#### What to do
Line by line, please look for the word "rule" in the following records, then copy each line you find it in.

[[ Data supplied, beginning ]]

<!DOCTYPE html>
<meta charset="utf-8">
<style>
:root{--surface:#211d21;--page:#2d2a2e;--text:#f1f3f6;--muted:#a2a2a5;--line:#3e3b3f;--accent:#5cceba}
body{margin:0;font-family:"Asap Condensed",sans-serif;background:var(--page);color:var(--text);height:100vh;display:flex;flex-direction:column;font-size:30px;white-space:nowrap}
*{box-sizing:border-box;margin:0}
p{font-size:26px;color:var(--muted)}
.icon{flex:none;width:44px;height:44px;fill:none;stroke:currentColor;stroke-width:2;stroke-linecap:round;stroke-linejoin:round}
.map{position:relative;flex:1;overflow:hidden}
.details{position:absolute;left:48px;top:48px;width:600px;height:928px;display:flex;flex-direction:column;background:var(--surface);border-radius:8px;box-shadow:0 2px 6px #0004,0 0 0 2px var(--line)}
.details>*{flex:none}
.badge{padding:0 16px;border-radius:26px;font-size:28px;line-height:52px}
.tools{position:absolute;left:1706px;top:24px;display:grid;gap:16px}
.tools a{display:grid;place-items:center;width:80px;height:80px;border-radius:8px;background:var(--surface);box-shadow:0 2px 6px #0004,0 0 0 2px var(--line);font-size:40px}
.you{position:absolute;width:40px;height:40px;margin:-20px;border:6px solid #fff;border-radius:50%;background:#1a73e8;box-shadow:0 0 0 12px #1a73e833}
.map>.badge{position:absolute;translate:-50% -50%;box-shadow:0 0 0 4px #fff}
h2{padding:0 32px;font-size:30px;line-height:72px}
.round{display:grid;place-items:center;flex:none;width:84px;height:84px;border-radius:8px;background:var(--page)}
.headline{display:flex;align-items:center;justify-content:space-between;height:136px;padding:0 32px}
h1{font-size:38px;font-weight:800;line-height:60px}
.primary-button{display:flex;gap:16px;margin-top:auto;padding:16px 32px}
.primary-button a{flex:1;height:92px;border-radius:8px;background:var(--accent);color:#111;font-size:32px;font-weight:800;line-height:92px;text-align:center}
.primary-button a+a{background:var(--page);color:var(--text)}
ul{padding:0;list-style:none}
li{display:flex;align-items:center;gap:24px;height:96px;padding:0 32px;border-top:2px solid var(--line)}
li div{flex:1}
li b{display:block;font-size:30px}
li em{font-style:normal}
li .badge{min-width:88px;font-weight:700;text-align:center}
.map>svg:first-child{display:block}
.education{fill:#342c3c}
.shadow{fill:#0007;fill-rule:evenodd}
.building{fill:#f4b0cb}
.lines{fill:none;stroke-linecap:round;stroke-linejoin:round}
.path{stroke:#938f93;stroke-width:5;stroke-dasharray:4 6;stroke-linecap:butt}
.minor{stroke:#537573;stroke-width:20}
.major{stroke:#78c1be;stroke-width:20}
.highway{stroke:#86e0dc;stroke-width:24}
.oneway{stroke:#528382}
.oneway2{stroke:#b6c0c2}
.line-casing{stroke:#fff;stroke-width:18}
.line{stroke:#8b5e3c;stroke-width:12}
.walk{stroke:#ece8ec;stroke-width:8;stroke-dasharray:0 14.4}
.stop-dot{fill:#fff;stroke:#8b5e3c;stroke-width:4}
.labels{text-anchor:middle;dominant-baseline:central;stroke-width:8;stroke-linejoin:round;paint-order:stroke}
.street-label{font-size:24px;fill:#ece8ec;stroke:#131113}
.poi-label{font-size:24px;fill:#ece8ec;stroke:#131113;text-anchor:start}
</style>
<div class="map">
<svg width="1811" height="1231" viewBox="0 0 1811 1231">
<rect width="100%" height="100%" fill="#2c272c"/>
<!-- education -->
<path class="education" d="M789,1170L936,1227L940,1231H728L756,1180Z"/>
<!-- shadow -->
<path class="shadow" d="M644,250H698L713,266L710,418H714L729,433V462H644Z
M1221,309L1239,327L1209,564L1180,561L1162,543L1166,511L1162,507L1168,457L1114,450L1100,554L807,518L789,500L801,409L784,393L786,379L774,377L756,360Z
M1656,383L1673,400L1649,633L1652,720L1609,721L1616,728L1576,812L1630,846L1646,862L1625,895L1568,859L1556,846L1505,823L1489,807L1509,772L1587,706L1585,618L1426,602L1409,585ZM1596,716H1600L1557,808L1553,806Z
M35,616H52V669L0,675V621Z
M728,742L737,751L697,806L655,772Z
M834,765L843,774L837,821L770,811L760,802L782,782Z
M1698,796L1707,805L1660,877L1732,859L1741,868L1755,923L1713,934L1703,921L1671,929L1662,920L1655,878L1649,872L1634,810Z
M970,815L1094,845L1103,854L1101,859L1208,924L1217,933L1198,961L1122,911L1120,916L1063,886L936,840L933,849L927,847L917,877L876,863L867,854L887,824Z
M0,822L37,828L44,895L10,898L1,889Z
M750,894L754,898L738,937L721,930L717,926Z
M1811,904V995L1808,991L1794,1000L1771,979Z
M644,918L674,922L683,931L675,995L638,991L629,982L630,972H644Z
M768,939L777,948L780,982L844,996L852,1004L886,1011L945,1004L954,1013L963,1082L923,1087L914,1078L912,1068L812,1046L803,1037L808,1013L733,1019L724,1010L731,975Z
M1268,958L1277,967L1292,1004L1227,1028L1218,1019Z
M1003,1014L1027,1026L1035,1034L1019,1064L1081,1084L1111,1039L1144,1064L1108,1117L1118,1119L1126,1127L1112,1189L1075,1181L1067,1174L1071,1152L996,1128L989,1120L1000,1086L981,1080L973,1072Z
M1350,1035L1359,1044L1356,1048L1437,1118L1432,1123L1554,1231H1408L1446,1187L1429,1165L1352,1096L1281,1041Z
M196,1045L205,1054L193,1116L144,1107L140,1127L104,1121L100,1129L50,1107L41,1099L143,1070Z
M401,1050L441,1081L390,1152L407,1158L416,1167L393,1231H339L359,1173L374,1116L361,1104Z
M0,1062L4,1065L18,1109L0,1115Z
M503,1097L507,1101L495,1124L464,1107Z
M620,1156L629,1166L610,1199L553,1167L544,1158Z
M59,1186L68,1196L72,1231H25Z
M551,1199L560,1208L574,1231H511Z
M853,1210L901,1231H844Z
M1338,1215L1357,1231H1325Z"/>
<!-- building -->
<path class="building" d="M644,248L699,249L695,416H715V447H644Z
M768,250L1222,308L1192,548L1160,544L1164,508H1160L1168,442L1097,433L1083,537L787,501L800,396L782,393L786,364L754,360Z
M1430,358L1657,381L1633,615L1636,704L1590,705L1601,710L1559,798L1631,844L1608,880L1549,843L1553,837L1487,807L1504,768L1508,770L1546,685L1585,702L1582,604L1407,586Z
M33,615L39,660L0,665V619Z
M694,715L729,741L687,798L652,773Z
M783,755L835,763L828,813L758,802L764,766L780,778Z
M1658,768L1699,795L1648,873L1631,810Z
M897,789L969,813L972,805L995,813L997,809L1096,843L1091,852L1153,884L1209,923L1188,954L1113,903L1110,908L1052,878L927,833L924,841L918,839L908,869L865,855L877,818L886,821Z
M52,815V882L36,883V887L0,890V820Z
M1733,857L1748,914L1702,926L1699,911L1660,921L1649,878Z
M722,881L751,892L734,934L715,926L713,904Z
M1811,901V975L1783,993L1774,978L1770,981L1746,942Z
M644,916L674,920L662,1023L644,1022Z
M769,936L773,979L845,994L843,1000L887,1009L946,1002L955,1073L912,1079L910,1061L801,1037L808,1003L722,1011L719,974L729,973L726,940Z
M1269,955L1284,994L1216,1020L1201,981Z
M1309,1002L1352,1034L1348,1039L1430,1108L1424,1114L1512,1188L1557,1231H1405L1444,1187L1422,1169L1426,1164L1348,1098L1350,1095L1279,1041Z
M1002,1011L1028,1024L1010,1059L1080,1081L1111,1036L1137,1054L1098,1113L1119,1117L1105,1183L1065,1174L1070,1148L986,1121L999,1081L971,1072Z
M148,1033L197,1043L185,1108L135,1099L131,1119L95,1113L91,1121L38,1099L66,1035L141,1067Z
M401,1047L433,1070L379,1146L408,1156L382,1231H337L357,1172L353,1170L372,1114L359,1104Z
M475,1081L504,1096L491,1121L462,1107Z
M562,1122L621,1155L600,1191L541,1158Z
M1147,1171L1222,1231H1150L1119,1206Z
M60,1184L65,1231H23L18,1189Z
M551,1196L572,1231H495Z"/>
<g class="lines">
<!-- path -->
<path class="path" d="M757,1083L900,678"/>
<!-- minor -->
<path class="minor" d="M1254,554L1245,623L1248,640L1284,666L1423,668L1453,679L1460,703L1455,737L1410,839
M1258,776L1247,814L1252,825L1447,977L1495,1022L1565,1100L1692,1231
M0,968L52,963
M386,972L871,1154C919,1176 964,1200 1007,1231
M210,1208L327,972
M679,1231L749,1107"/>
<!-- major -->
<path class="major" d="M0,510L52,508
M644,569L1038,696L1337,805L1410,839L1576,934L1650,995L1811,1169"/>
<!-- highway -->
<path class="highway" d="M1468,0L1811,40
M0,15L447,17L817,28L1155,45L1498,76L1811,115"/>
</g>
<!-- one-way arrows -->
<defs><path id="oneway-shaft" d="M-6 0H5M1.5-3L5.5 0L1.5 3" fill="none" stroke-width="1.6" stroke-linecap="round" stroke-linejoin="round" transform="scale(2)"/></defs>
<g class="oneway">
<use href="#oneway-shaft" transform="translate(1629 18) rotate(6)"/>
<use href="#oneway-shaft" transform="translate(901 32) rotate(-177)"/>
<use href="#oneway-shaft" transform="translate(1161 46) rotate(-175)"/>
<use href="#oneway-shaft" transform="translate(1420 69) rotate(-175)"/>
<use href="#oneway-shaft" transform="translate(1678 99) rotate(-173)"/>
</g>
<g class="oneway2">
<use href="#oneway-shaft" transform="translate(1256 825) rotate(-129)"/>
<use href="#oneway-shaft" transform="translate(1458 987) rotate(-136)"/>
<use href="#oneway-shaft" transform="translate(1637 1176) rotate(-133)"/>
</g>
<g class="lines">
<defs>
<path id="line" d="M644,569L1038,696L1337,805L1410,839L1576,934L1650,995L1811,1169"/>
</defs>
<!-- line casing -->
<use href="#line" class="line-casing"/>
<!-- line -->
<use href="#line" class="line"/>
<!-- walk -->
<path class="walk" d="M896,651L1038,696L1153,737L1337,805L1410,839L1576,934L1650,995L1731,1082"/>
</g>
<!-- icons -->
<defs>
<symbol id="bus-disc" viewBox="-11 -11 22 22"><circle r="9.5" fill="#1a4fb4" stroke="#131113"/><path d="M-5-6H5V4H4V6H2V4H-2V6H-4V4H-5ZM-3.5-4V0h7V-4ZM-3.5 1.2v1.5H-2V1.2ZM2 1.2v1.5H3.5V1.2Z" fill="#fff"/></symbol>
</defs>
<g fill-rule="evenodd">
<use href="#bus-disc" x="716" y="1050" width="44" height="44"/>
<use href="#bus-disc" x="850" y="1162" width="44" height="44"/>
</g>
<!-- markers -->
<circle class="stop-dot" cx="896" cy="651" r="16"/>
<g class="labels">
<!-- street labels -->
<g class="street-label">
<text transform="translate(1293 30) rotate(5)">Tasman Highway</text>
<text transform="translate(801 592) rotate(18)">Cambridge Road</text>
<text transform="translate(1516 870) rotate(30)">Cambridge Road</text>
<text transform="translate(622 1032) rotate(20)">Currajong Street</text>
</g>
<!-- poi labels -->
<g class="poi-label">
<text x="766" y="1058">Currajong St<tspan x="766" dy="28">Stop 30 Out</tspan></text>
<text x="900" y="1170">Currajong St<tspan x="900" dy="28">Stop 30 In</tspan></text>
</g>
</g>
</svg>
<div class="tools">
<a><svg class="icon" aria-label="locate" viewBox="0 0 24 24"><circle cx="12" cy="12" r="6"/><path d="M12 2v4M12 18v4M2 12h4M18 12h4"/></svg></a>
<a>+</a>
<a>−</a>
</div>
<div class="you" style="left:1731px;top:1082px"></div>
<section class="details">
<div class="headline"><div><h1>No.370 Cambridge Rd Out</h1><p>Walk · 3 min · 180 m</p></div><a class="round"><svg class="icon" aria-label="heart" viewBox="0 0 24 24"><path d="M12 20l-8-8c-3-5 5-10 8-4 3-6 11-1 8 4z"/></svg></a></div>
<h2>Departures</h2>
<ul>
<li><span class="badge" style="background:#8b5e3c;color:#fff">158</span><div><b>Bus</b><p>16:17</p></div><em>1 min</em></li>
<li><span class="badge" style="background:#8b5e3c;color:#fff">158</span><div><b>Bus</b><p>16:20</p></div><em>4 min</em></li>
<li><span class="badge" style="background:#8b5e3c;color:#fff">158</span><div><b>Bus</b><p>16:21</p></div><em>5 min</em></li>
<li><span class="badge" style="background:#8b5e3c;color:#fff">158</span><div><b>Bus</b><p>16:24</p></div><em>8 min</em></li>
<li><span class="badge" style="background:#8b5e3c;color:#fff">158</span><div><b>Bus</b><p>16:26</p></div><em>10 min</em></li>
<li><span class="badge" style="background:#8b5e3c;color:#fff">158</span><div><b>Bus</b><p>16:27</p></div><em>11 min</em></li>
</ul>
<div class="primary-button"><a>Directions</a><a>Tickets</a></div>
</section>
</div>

[[ Data supplied, end ]]

#### Exercise response
.shadow{fill:#0007;fill-rule:evenodd}
<g fill-rule="evenodd">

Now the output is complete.